As Baron says, it’s been helped by being able to leverage existing merchant relationships that the bank has built over more than 15 years of providing in-store payment solutions. By embedding interest-free payment plans for a period of four months or spread over four-to-48 months for a ‘small fee’ with a fully digitised experience, it has increased those SME customers’ conversion rates and average shopping basket value. It gained a degree of first-mover advantage by introducing zero per cent interest solutions in Bulgaria in 2021, but it also supports the merchants involved with 24/7 automated servicing and immediate payment of 100 per cent of sales proceeds, compared to other providers’ terms of seven days or more.
Alternative payments is now baked into tbi bank’s free mobile current account, neon solution, which also offers savingsrelated services.
“When you look at South Eastern Europe, digital adoption is still not as advanced [as in Northern Europe],” says Baron. “We saw a clear opportunity in being the first ones to bring much of that technology in, to show regulators and consumers that it’s safe, intuitive and user friendly – to educate the market.” tbi bank is not alone in eyeing consumer spending as a space in which to diversify and monetise payments, but the players getting all the attention tend to be young fintechs, retailers and big tech. Amazon is dabbling with BNPL, while Apple is rumoured to be a bout to follow suit.
Market-leading Klarna boss Alex March believes banks’ omnipotence will be replaced by ‘smarter paytechs’ like his, already a licensed bank in its Swedish home market and in Germany. which will evolve to become banks by leveraging the close relationships they have developed with consumers through embedded services.

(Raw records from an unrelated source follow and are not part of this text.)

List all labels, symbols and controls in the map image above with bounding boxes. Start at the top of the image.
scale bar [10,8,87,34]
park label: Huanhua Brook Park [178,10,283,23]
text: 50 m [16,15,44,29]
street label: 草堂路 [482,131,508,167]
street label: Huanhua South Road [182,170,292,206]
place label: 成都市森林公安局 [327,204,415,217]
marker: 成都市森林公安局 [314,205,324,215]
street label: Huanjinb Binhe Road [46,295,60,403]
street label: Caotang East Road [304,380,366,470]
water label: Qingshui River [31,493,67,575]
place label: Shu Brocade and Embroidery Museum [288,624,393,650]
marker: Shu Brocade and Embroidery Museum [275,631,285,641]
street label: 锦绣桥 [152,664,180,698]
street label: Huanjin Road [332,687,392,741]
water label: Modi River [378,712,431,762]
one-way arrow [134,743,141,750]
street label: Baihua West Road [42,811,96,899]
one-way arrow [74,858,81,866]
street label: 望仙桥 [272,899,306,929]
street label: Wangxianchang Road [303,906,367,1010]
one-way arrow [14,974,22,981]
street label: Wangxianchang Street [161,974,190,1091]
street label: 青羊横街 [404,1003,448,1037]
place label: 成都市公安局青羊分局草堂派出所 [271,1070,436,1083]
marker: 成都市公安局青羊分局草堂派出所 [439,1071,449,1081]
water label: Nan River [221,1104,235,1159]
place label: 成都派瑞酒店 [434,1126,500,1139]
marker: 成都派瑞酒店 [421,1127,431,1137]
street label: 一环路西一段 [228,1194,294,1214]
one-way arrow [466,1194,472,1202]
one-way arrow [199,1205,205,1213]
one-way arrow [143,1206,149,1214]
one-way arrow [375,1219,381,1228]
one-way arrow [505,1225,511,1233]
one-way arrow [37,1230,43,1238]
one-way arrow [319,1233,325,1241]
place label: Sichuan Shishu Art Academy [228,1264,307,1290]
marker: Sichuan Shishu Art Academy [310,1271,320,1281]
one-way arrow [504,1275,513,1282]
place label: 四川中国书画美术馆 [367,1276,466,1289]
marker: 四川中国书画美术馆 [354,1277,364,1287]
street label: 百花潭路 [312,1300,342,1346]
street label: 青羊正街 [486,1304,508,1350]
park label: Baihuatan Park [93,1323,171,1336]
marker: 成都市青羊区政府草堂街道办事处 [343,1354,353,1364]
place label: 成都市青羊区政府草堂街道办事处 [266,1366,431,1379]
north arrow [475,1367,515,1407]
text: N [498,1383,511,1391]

Marsh says Klarna, which chalked up a £1billion loss in 2022 but expects to enter profitability this year, is ‘actively targeting the traditional incumbent banks’, to become ‘one of the five big retail global banks’ in the next five to 10 years.
EY’s 2022 report How Can Banks Find A Winning Position In The Buy Now, Pay Later Market? suggested ‘BNPL is now the fastest-growing payment method in many economies’ and that banks who decided to participate in this increasingly tight market, needed to leverage existing strengths if they are to succeed – tbi bank is among only a handful to have done that at any scale.
In a 2021 interview with The Verdict magazine, Marsh indicated that 2023 could be the year it enters UK banking territory to counter the ‘woeful’ service the traditional players offer consumers. It is
“Kaspi Bank, in Kazakhstan, has managed to combine overall e-commerce with payments. Russia’s Tinkoff Bank has also done a great job of it,” says Baron. “[But] I don’t see yet too many great examples… except I think what Klarna is doing is very smart. It’s done shopping very well. It’s not yet done banking very well and this is exactly what we are looking at: how to really grow both sides of that equation in parallel, because if one outweighs the other, you don’t achieve that synergy effect.
“Things will converge, one way or another,” says Baron. “Banking is a financial vein of the economy, fintech is how you do it, how you innovate, design and communicate a product, recognising that, at the end of the day, it’s still a financial services business.”